2008 Ball Buyer's Guide
Choosing the right golf ball is just as important as choosing the right set of clubs. With the right ball, you can quickly add yards, hit it higher and optimize your ballspin on and around the greens.
Golf balls are like most consumer products these days, with seemingly too many choices for a spot decision. Manufacturers produce many different models in an effort to compete for shelf space and exposure to various price points, which often leads to confusion. The best way to combat this trend is to take the guesswork out of the problem through diagnostic testing. If you haven’t been tested for the right ball, there’s no time like the present. Most golfers buy a ball brand out of reputation of the manufacturer, advertising, or through an ongoing process of trial and error.
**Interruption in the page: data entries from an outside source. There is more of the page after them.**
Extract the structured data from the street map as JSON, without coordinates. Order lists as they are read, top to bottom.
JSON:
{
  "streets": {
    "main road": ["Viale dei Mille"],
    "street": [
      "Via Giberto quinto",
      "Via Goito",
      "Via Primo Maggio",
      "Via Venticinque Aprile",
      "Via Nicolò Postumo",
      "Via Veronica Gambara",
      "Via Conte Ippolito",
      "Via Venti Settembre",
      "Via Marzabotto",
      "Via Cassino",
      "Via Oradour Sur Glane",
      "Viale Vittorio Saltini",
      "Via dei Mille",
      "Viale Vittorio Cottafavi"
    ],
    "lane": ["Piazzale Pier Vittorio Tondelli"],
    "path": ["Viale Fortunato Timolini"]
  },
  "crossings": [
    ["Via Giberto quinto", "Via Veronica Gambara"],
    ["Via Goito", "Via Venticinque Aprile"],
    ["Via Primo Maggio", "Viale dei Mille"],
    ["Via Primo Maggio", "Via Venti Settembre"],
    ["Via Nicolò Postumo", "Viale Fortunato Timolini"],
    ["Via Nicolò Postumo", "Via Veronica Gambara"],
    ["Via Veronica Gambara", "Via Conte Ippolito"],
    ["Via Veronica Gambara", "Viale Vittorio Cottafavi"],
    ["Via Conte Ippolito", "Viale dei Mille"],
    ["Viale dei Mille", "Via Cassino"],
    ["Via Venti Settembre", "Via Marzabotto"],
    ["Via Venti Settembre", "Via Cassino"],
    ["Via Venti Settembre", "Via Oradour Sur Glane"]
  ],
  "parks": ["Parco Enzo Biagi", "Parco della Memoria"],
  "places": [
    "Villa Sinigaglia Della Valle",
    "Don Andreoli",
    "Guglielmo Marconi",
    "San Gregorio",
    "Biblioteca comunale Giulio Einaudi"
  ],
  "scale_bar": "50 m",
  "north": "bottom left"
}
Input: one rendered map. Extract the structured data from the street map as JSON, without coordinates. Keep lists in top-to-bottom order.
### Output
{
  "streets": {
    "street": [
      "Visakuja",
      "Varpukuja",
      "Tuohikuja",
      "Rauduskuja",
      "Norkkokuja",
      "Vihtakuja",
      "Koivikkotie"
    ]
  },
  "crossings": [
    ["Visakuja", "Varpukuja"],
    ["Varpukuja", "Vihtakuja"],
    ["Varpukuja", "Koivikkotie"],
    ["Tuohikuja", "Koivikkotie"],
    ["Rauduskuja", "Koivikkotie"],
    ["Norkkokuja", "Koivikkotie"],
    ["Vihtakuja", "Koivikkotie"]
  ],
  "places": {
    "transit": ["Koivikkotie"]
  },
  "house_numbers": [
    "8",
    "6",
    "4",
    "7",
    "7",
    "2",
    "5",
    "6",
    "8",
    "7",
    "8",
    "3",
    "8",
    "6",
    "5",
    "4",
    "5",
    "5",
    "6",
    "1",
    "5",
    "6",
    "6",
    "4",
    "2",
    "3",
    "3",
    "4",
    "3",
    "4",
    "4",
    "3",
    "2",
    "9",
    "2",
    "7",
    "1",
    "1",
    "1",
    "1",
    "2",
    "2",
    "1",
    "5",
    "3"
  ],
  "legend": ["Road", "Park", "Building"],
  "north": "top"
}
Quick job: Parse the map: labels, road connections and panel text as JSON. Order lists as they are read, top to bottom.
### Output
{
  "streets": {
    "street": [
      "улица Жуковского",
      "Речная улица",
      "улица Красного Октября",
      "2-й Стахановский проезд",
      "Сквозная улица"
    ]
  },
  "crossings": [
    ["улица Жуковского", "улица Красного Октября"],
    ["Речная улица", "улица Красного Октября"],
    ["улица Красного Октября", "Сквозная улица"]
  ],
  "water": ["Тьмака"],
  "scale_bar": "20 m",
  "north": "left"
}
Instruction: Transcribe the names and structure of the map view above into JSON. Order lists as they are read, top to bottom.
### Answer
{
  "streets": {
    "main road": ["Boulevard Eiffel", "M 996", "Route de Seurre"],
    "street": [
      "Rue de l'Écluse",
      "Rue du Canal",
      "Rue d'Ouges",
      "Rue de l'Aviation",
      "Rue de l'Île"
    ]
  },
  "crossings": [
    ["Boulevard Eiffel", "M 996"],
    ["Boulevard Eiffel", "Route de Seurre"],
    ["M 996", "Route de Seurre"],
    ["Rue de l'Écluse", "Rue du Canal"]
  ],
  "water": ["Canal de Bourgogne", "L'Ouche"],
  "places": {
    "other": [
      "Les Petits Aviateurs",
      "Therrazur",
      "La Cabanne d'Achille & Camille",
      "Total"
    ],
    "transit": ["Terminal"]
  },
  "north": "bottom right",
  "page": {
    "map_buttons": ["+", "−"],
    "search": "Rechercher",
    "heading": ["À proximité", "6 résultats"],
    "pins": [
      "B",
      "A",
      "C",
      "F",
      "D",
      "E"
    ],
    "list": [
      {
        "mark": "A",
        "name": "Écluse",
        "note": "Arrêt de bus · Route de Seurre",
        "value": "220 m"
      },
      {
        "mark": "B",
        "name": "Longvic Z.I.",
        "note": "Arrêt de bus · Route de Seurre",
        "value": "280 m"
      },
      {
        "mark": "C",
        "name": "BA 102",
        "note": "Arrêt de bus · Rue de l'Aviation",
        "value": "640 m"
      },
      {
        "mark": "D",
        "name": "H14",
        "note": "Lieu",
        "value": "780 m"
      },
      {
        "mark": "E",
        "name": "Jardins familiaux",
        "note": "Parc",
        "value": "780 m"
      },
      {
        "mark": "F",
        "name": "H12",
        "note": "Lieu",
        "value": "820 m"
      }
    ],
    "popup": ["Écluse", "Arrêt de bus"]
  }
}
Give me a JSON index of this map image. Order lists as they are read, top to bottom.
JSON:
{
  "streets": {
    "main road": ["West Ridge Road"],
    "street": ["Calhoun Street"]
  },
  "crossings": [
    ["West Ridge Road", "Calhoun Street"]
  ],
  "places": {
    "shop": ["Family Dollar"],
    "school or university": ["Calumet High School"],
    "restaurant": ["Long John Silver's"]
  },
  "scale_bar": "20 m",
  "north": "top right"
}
But with the advent of launch-monitor testing, buying the right ball can be a far more exact science than ever before. A competent fitting professional can measure ball spins, launch angles and velocities with various balls to hone in the perfect blend of ballistic properties. Then the decision becomes a matter of price, feel and personal preference.
As a generality, softer-feeling urethane covers produce higher spin rates than Surlyn, especially at lower ball speeds like those found with short-game shots. Some newer-generation balls are two-piece only with a firmer inner core and the softer urethane outer layer. This configuration produces low spins with the longer clubs and higher spins with wedges but may have a slightly harder feel.